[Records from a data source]
——————

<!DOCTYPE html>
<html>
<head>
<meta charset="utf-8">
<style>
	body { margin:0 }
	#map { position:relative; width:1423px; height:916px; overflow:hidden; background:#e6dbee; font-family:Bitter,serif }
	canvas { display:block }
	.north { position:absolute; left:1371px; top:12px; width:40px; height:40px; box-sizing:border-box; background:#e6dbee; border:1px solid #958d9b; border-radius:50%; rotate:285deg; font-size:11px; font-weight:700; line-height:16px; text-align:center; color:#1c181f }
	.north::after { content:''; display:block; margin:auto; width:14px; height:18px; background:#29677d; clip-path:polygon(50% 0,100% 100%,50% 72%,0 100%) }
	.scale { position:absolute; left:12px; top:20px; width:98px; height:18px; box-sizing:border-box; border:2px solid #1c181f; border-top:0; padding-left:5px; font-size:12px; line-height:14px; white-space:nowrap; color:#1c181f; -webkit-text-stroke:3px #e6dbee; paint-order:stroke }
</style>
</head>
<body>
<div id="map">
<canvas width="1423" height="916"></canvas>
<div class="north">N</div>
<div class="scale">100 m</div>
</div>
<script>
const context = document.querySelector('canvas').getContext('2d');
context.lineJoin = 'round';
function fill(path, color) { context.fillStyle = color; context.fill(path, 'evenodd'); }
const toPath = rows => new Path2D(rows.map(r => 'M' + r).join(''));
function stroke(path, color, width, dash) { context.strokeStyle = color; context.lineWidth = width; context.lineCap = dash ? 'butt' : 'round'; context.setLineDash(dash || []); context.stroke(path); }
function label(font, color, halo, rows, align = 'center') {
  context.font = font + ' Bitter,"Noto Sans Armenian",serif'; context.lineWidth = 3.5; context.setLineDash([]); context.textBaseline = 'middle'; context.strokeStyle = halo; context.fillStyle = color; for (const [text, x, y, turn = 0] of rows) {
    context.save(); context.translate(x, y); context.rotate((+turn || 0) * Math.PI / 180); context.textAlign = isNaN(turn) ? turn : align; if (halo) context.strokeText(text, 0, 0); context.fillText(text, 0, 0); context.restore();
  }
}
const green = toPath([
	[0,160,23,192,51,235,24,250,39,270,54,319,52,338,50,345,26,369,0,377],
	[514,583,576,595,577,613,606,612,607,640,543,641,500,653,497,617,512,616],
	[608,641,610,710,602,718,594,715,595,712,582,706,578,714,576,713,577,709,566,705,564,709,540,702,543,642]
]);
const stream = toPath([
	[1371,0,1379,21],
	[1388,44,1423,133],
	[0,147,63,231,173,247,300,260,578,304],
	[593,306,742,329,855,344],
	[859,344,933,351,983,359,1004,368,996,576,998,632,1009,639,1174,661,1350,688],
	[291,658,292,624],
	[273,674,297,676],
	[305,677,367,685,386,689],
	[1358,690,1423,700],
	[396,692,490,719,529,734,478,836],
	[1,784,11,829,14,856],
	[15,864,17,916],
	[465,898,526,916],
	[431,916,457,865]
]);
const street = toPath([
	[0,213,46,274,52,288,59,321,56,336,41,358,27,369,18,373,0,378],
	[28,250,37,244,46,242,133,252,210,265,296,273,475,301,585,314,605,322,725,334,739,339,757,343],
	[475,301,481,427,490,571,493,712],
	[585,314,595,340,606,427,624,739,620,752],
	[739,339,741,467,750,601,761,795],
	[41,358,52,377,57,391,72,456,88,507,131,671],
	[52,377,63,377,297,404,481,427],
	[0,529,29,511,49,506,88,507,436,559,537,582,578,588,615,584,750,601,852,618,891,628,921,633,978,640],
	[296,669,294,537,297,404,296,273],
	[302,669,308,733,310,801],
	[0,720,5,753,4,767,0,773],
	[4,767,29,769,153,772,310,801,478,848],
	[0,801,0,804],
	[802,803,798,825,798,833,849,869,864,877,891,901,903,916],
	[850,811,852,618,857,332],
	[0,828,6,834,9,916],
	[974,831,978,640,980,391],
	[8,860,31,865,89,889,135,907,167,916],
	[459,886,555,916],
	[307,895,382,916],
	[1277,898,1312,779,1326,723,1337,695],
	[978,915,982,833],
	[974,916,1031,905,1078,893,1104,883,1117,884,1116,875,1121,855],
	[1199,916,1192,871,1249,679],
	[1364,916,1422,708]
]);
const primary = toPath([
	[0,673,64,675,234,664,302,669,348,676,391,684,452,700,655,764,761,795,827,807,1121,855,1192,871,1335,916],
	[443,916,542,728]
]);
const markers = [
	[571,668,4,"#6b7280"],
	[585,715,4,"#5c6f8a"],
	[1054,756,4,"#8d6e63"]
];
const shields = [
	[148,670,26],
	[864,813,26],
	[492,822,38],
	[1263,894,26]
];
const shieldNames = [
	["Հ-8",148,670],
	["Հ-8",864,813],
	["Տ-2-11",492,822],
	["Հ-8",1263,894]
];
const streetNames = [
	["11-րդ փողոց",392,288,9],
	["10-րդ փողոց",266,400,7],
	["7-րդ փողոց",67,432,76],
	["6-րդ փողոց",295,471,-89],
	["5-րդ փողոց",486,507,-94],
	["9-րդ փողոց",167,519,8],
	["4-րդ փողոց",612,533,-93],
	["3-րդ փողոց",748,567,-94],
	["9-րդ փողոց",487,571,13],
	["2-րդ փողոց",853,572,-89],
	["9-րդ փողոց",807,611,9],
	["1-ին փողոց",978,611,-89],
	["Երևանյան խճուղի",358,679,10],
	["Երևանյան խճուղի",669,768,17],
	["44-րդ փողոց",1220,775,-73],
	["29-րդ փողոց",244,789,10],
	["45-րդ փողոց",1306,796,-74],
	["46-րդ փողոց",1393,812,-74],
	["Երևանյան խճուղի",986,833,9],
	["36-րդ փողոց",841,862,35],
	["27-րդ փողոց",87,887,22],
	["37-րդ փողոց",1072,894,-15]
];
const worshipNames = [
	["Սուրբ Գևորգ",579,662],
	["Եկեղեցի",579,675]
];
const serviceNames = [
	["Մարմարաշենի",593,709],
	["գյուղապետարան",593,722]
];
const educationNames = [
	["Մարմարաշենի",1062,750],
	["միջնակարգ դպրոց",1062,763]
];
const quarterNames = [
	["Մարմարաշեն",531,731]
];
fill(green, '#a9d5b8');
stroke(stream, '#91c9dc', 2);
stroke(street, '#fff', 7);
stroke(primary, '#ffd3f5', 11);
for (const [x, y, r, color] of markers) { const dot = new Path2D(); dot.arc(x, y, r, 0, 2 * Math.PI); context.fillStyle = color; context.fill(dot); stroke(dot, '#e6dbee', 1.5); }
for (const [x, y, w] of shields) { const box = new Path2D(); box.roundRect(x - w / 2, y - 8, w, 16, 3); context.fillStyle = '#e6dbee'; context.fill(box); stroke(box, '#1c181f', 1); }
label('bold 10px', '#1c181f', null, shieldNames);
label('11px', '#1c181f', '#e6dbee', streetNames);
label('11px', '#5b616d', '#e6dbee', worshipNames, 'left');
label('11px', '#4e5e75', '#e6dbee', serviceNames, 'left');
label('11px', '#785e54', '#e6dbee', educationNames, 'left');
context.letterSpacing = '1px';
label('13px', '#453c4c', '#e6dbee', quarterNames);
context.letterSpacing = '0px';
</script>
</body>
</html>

——————

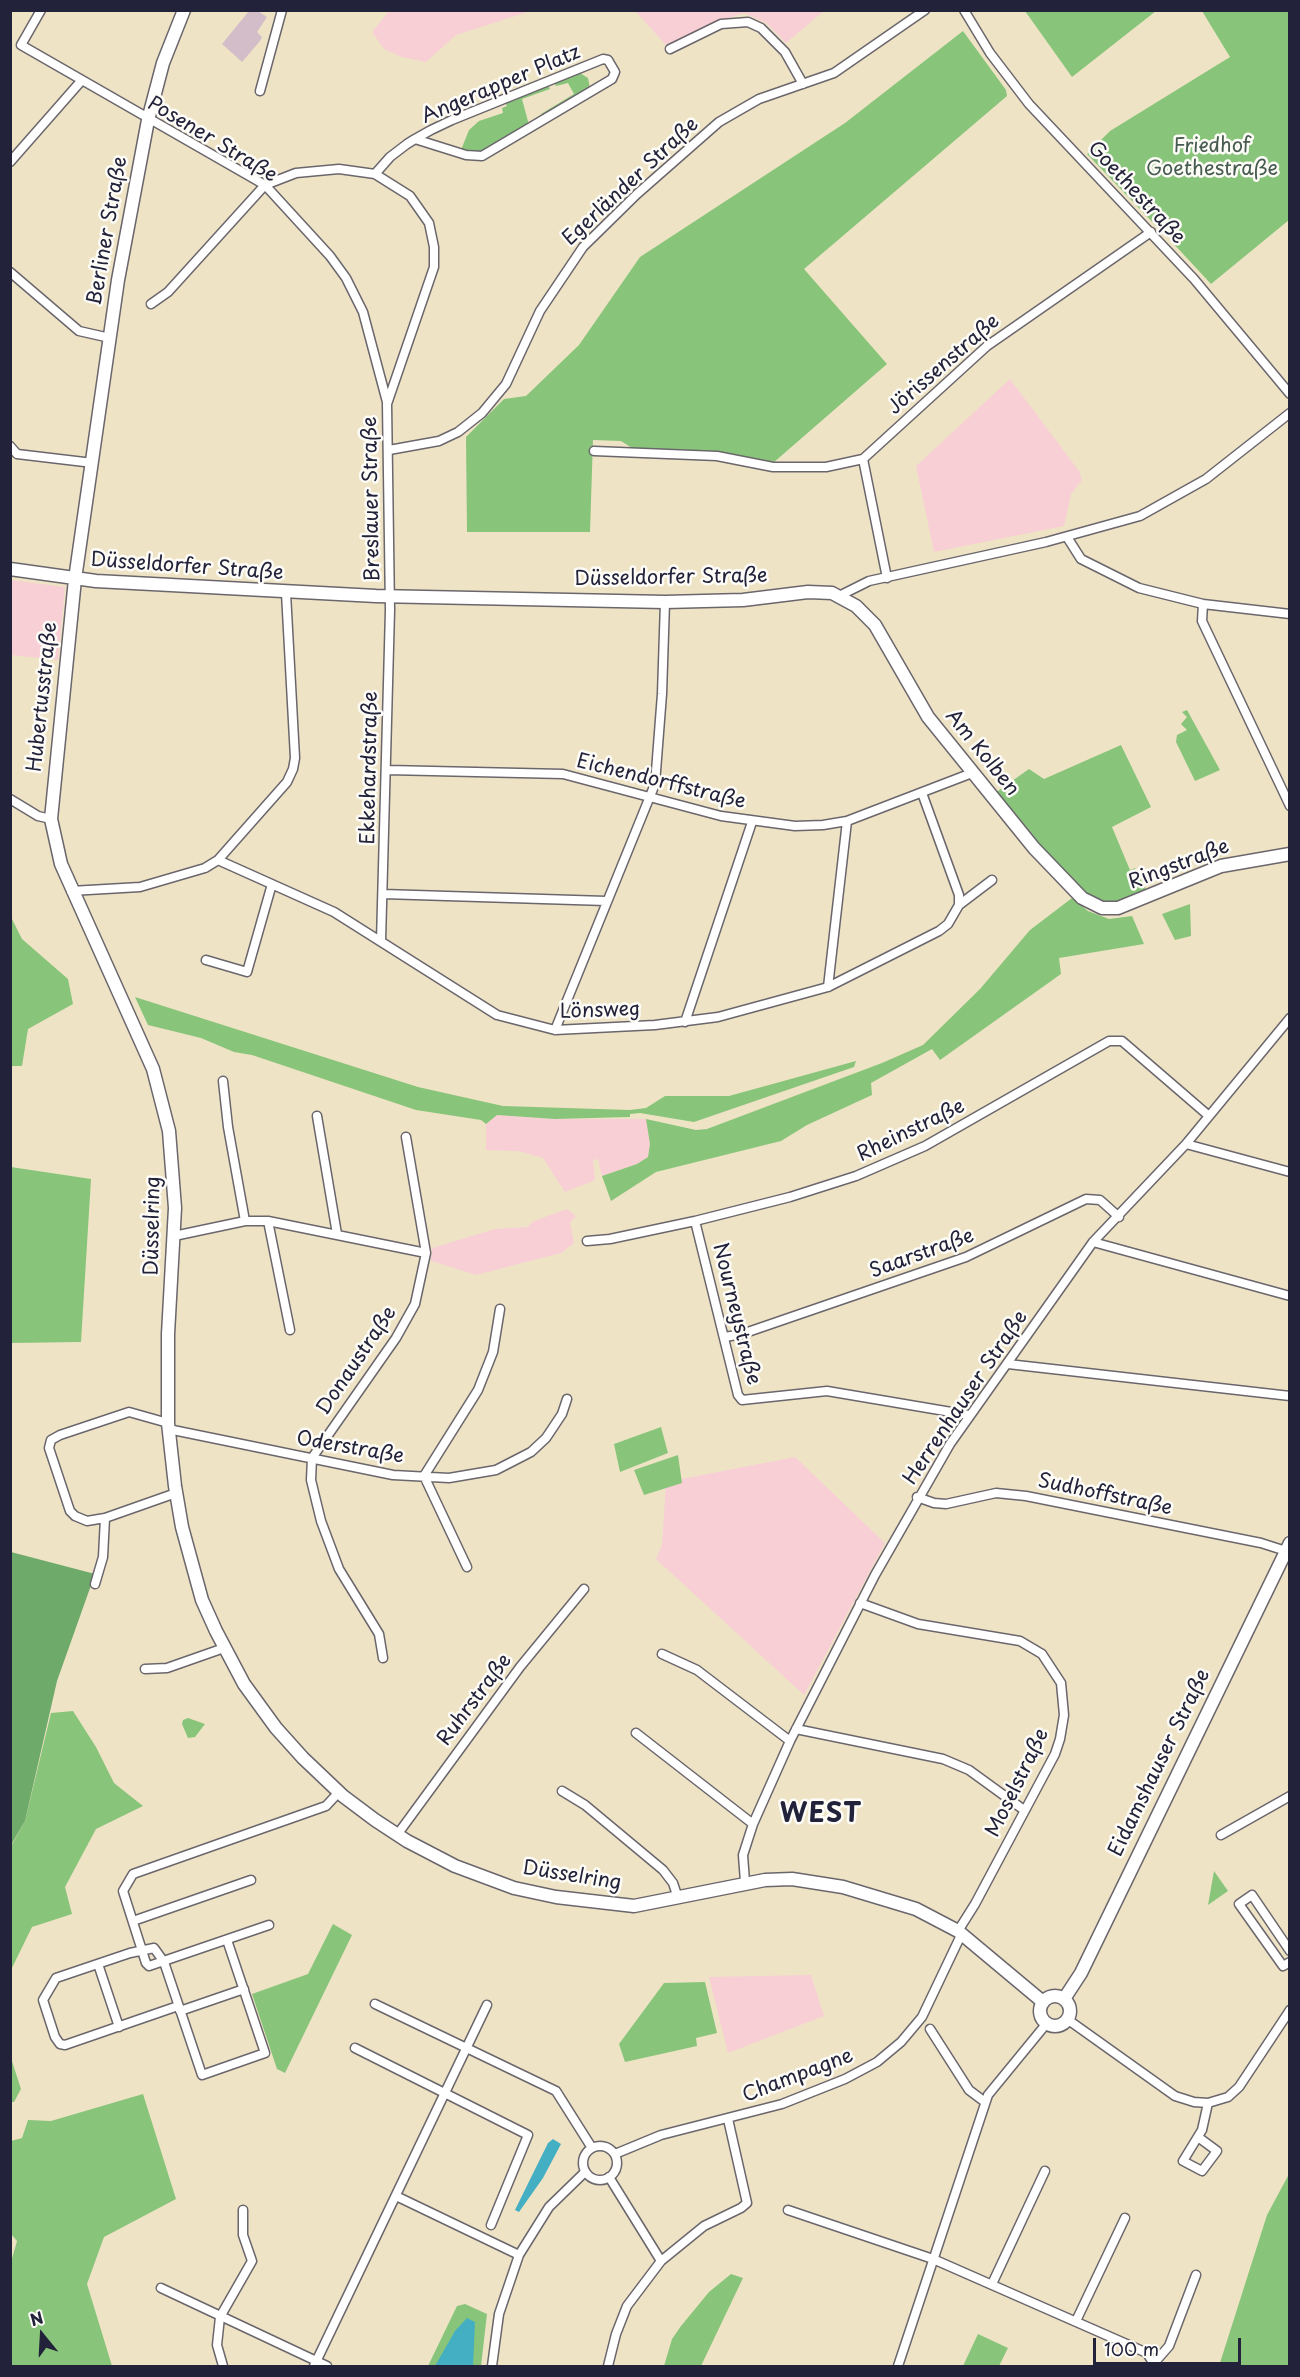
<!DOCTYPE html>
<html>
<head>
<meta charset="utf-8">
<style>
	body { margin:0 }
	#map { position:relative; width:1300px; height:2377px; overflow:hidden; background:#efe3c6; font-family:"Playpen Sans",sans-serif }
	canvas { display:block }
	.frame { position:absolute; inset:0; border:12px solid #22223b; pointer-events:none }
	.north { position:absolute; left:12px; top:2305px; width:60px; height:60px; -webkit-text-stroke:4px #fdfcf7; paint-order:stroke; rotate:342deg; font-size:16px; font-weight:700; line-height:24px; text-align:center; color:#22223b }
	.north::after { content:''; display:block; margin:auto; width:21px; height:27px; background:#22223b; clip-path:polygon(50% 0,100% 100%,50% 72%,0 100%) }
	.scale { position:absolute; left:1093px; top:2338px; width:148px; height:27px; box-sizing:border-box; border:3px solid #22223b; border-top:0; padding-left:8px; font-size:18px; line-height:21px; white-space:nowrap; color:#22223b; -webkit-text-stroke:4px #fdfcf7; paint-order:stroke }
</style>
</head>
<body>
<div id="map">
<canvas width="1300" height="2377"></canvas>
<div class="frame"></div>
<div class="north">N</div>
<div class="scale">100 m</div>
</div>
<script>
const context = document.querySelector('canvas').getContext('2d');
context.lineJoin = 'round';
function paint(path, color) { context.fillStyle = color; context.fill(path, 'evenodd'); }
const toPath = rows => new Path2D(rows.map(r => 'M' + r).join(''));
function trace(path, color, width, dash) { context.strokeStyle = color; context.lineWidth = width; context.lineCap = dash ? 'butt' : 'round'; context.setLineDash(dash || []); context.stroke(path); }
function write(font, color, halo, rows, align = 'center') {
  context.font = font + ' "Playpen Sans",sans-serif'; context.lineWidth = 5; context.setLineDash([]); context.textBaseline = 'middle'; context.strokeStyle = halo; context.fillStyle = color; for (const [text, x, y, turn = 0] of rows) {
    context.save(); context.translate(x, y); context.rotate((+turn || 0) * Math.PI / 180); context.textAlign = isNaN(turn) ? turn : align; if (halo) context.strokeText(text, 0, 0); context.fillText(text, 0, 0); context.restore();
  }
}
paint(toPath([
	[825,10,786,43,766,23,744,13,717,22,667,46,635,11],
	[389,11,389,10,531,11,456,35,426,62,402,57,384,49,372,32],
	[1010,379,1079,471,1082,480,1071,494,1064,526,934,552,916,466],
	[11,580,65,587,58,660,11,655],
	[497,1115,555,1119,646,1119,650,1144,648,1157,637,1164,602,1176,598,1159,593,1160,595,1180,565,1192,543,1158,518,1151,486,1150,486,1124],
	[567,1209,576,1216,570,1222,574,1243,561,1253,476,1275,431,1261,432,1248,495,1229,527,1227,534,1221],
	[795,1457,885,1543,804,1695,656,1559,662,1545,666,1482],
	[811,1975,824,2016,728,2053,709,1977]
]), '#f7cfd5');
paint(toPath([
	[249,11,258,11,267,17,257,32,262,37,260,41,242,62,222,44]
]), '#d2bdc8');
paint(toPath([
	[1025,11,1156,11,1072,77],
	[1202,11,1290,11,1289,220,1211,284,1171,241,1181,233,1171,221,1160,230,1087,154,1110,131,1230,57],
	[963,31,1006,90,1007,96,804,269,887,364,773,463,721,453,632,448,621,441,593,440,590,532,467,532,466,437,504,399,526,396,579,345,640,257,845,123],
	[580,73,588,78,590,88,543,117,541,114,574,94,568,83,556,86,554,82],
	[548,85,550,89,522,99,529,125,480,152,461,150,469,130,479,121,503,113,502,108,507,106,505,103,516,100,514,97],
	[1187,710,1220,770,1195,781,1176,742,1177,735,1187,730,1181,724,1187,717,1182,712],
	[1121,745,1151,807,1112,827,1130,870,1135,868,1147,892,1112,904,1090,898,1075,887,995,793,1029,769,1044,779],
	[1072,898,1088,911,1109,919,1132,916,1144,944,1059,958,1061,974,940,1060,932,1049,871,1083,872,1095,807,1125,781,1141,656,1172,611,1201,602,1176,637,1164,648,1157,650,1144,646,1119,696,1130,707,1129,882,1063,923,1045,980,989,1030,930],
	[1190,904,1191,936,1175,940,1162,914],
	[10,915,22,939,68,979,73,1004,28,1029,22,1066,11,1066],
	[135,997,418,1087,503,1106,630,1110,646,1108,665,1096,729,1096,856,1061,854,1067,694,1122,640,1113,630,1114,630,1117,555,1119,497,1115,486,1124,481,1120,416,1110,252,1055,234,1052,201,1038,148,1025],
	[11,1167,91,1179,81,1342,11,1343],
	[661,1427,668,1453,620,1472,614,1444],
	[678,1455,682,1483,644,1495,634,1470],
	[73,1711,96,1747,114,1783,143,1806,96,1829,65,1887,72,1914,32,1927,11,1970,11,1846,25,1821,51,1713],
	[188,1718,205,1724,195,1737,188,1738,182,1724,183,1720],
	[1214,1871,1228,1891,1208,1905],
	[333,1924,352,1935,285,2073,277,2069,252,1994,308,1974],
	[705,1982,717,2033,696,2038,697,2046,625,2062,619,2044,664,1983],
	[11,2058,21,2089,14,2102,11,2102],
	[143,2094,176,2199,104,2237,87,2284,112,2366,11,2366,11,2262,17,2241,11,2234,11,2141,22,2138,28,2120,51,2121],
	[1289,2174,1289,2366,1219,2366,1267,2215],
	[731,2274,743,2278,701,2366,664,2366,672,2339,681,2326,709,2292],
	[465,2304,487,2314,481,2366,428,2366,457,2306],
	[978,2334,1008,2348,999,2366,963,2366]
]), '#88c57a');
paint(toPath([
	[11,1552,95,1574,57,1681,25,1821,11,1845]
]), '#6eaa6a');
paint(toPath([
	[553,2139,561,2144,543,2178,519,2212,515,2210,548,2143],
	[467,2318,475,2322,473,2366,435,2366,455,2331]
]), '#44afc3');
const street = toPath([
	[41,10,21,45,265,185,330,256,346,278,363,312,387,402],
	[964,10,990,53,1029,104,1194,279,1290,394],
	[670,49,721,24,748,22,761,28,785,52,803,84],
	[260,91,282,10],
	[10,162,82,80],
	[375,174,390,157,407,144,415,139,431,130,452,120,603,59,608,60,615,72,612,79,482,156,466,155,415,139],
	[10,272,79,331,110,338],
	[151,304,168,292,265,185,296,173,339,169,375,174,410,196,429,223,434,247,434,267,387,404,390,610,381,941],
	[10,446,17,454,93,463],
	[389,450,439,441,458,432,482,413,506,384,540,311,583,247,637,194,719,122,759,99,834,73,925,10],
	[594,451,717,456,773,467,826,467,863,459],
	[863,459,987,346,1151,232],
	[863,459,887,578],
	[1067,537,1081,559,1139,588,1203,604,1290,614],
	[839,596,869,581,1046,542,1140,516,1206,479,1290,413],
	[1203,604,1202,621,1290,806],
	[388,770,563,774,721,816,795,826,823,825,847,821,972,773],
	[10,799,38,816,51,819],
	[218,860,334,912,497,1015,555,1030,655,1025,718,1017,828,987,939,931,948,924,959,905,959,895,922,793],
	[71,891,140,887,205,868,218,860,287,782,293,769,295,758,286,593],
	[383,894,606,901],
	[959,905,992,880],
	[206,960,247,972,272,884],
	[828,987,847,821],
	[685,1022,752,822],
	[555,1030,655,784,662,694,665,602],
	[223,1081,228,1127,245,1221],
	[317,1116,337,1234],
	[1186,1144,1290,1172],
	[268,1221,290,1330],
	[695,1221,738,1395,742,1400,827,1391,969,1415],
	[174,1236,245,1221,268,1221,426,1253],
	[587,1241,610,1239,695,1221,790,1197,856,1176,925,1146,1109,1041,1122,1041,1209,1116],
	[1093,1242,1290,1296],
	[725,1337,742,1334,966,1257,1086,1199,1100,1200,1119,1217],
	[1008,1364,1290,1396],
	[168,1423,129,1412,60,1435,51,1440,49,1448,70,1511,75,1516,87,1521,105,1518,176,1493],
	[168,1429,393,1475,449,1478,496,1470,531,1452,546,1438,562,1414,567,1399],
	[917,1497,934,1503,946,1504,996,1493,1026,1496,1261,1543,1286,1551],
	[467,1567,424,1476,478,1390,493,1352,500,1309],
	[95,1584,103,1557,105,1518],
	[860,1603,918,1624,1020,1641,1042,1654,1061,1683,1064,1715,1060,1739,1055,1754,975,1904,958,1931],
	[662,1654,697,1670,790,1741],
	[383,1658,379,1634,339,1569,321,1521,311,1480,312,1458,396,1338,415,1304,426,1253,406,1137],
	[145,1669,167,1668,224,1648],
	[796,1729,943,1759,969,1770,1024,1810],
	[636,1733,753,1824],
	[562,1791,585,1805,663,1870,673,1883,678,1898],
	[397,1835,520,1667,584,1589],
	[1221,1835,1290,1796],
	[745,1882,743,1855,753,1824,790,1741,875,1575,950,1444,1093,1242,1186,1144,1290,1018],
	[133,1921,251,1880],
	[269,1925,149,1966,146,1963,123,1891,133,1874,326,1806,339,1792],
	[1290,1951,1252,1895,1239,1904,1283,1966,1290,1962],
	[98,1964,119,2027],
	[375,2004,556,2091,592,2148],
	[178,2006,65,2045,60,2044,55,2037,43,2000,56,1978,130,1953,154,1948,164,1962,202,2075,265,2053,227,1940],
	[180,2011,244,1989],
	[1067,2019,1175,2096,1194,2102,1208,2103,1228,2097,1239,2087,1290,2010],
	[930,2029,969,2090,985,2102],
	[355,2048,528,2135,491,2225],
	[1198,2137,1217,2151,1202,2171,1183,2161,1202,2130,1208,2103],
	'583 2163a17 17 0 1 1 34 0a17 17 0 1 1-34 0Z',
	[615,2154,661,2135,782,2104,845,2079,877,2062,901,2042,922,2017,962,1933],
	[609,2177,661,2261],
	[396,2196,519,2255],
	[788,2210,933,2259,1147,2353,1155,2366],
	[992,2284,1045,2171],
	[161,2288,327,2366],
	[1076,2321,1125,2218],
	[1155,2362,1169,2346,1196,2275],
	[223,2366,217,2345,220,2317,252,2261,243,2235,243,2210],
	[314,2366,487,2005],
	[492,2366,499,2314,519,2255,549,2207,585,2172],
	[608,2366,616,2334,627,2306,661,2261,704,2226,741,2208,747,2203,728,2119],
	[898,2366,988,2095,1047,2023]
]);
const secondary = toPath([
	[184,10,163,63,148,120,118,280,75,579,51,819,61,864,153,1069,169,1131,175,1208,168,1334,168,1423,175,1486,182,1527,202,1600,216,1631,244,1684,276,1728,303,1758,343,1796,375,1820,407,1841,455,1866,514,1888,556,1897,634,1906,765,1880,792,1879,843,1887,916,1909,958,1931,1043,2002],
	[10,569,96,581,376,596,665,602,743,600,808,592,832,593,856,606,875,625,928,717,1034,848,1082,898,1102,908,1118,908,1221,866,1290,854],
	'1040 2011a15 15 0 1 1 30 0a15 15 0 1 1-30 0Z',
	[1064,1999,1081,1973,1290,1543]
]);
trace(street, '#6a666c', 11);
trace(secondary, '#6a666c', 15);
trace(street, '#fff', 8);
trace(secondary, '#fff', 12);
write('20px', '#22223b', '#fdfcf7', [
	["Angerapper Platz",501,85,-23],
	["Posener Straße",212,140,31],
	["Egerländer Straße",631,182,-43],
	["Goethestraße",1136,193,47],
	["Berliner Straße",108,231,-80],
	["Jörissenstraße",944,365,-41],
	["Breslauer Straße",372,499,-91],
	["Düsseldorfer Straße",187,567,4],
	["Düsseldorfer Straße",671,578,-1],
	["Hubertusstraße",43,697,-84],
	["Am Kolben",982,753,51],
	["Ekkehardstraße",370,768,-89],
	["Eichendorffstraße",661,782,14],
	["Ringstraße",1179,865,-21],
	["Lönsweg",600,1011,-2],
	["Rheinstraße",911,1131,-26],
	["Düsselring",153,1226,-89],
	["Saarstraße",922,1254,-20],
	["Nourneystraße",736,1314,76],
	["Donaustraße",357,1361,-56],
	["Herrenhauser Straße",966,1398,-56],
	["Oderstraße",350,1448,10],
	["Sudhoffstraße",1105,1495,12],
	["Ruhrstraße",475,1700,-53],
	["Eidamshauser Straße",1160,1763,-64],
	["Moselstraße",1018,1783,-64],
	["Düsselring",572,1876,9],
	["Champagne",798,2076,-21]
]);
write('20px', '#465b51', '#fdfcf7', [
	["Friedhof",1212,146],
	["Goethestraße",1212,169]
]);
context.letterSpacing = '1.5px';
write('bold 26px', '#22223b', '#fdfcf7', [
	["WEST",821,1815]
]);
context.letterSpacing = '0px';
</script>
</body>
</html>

——————

- **Problem**
From the data above, output only the lines between the line containing "display:block; margin:auto; width:14px;" and the line containing "function fill(path, color)", inclusive, exactly as written.

- **Result of this task**
	.north::after { content:''; display:block; margin:auto; width:14px; height:18px; background:#29677d; clip-path:polygon(50% 0,100% 100%,50% 72%,0 100%) }
	.scale { position:absolute; left:12px; top:20px; width:98px; height:18px; box-sizing:border-box; border:2px solid #1c181f; border-top:0; padding-left:5px; font-size:12px; line-height:14px; white-space:nowrap; color:#1c181f; -webkit-text-stroke:3px #e6dbee; paint-order:stroke }
</style>
</head>
<body>
<div id="map">
<canvas width="1423" height="916"></canvas>
<div class="north">N</div>
<div class="scale">100 m</div>
</div>
<script>
const context = document.querySelector('canvas').getContext('2d');
context.lineJoin = 'round';
function fill(path, color) { context.fillStyle = color; context.fill(path, 'evenodd'); }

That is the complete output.